### Your task
Type the records that follow again exactly as written, but drop the pictures.

Saved data entries:

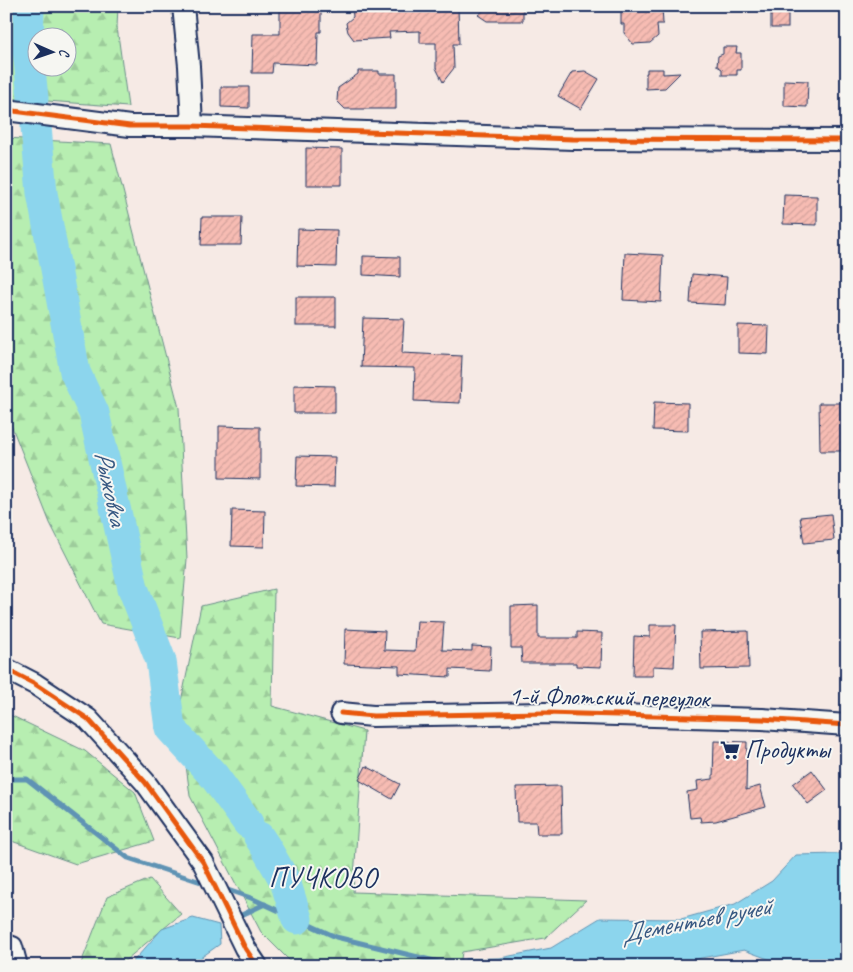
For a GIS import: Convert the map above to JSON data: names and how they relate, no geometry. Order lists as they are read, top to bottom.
{
  "streets": {
    "street": ["1-й Флотский переулок"]
  },
  "districts": ["ПУЧКОВО"],
  "water": ["Рыжовка", "Дементьев ручей"],
  "places": {
    "supermarket": ["Продукты"]
  },
  "north": "right"
}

### Written answer
For a GIS import: Convert the map above to JSON data: names and how they relate, no geometry. Order lists as they are read, top to bottom.
{
  "streets": {
    "street": ["1-й Флотский переулок"]
  },
  "districts": ["ПУЧКОВО"],
  "water": ["Рыжовка", "Дементьев ручей"],
  "places": {
    "supermarket": ["Продукты"]
  },
  "north": "right"
}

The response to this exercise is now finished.